One of the main promoters of age-related disease, such as cancer, is cellular senescence, a process by which cells enter an irreversible cell cycle arrest in response to various stresses. Generally, these cells undergo profound molecular and biological changes, namely decreased genomic stability, increased markers of DNA damage, and induction of the senescent-associated secretory phenotype (SASP). The SASP is a large group of secreted factors that include cytokines, chemokines, angiogenic factors, extracellular matrix-remodeling proteases, and growth factors (e.g. IL-6, IL-8, and TNFα). Despite the protective role that senescence plays in an organism, the accumulation of senescent cells during aging has been associated with many cancers by enhancing neoplastic cell proliferation and metastasis. The most striking evidence supporting a link between senescence and cancer is the fact that removing senescent cells from mice decreases cancer occurrence throughout their lifespan.
The Ras GTPase-activating protein-binding protein 1 (G3BP1), a key factor in the stress response and stress granule (SG) assembly, is associated with several processes including pro-survival response and cell fate. G3bp1-/- mice exhibit a premature aging phenotype as well as symptoms of pathologies related to aging such as ataxia. Since the loss of G3BP1 is associated with age-related phenotypes, it is possible that G3BP1 modulates these effects by controlling cellular senescence and cancer growth.

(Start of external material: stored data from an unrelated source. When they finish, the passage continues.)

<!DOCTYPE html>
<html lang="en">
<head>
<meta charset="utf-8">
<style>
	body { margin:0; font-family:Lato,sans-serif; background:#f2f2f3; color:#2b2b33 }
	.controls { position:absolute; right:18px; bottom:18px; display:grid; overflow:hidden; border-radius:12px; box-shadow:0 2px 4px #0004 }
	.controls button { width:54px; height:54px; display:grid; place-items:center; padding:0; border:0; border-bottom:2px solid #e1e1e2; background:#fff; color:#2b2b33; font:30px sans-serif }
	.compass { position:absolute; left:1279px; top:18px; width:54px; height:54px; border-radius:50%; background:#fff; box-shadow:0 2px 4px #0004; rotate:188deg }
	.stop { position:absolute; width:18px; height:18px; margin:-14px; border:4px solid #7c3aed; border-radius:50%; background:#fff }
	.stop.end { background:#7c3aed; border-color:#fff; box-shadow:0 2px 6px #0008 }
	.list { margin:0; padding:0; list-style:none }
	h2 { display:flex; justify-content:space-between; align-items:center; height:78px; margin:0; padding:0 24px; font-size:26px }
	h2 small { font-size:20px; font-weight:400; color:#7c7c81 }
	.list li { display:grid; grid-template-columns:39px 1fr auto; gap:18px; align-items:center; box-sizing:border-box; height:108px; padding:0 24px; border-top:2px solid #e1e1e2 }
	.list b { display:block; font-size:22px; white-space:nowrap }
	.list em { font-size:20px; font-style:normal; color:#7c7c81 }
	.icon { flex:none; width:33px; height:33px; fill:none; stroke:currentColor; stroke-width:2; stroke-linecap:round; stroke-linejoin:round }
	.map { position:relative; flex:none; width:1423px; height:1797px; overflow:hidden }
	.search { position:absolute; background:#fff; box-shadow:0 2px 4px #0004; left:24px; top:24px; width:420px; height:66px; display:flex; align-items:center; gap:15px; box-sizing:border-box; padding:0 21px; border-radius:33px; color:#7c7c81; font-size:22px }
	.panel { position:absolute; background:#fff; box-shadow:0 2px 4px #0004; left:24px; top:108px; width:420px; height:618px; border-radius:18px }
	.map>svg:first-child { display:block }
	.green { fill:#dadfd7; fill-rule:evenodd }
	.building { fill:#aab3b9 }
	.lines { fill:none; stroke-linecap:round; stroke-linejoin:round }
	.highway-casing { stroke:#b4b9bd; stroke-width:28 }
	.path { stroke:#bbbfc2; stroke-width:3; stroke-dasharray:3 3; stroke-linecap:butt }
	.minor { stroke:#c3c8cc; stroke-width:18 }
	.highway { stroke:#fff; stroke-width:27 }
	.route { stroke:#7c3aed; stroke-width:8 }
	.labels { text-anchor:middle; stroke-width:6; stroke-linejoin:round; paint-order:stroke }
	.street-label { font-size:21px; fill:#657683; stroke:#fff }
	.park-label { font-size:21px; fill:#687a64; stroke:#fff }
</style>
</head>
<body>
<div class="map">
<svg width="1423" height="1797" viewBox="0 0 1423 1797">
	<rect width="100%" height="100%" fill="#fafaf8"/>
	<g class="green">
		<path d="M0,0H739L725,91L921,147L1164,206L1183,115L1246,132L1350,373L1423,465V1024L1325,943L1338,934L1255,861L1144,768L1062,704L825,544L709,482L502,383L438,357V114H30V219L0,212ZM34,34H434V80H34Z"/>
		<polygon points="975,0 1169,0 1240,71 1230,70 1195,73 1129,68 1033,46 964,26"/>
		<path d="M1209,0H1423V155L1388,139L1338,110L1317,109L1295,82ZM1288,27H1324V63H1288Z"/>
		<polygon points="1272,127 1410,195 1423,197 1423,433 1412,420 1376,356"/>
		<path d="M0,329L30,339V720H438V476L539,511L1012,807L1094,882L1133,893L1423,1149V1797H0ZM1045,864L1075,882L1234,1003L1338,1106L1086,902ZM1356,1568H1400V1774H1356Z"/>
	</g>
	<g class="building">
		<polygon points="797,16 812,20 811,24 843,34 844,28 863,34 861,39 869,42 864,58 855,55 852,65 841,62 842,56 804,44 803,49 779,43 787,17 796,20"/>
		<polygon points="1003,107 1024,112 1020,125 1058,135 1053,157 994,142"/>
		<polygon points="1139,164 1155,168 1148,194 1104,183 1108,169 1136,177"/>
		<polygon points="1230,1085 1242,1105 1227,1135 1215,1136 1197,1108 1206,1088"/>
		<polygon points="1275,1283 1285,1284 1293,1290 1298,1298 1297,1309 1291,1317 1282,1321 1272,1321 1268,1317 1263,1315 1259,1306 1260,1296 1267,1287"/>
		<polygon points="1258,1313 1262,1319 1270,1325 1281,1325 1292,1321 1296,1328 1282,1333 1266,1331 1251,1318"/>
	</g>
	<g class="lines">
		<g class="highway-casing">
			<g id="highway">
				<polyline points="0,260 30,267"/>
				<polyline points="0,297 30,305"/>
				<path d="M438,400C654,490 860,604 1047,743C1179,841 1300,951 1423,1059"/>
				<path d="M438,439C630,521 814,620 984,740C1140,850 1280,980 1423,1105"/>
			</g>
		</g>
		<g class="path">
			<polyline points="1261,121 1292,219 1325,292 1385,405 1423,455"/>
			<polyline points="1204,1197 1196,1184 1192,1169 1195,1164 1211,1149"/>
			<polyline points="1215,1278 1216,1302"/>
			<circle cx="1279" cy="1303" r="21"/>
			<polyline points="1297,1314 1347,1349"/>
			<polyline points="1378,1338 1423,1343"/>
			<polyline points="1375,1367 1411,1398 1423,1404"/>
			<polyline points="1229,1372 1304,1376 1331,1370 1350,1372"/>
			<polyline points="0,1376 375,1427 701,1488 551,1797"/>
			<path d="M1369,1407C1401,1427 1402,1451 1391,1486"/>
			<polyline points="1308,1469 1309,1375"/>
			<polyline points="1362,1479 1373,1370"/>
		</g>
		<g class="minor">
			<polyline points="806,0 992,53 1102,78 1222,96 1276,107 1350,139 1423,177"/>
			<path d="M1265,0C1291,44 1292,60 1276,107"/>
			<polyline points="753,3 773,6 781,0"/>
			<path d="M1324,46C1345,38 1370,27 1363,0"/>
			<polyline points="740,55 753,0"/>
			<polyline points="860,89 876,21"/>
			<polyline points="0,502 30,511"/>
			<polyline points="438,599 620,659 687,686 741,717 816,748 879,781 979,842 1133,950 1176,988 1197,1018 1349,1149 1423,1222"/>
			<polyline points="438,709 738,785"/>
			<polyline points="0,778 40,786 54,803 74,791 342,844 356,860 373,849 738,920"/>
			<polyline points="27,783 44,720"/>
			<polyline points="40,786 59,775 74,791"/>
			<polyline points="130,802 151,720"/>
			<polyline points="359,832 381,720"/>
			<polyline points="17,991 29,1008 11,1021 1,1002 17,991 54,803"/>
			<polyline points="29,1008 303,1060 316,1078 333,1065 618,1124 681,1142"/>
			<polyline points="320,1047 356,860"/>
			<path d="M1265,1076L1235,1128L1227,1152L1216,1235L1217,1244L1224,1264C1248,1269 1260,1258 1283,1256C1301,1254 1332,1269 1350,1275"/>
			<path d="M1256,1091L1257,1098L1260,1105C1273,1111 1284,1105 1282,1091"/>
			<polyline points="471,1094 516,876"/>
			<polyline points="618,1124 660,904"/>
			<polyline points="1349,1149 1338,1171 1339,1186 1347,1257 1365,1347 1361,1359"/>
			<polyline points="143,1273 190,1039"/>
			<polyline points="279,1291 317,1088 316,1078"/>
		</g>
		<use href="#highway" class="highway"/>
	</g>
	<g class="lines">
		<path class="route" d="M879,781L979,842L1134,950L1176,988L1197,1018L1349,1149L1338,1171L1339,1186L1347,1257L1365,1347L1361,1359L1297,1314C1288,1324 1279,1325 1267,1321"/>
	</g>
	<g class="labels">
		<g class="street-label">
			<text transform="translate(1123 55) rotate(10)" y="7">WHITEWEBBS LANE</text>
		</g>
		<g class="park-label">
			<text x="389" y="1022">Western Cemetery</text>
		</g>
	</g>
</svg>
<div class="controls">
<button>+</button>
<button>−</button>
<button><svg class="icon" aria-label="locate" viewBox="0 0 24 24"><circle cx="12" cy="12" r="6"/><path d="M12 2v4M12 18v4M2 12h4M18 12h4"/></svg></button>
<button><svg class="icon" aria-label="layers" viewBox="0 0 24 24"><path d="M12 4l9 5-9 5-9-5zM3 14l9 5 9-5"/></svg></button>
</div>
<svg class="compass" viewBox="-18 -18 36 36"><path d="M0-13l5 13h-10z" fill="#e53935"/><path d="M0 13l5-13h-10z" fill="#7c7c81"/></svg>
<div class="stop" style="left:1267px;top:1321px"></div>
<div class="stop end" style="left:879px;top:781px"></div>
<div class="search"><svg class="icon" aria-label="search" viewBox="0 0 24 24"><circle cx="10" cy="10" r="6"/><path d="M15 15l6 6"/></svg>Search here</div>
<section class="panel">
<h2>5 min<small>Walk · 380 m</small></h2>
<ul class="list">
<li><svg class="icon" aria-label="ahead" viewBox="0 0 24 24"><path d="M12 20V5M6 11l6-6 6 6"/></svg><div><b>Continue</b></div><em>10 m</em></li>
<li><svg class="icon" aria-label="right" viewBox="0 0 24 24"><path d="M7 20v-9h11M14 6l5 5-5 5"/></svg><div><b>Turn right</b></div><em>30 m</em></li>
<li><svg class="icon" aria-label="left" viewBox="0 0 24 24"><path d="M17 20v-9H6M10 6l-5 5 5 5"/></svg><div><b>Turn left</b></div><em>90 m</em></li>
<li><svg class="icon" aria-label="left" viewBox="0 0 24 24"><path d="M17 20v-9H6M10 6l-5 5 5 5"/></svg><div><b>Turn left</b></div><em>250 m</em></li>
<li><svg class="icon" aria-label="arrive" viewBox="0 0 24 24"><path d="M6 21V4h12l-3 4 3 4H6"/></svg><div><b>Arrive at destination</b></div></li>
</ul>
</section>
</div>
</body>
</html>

In this study, we assessed the role of G3BP1 as a regulator of the deleterious effects of senescent cells. We show that G3BP1 is required for the activation of the senescent-associated secretory phenotype (SASP). During senescence, G3BP1 achieves this effect by promoting the association of the cyclic GMP-AMP synthase (cGAS) with cytosolic chromatin fragments. In turn, G3BP1, through cGAS, activates the NF-κB and STAT3 pathways, promoting SASP expression and secretion. G3BP1 depletion or pharmacological inhibition impairs the cGAS-pathway preventing the expression of SASP factors without affecting cell commitment to senescence. These SASPless senescent cells impair senescence-mediated growth of cancer cells in vitro and tumor growth in vivo. Our data reveal that G3BP1 is required for SASP expression and that SASP secretion is a primary mediator of senescence-associated tumor growth.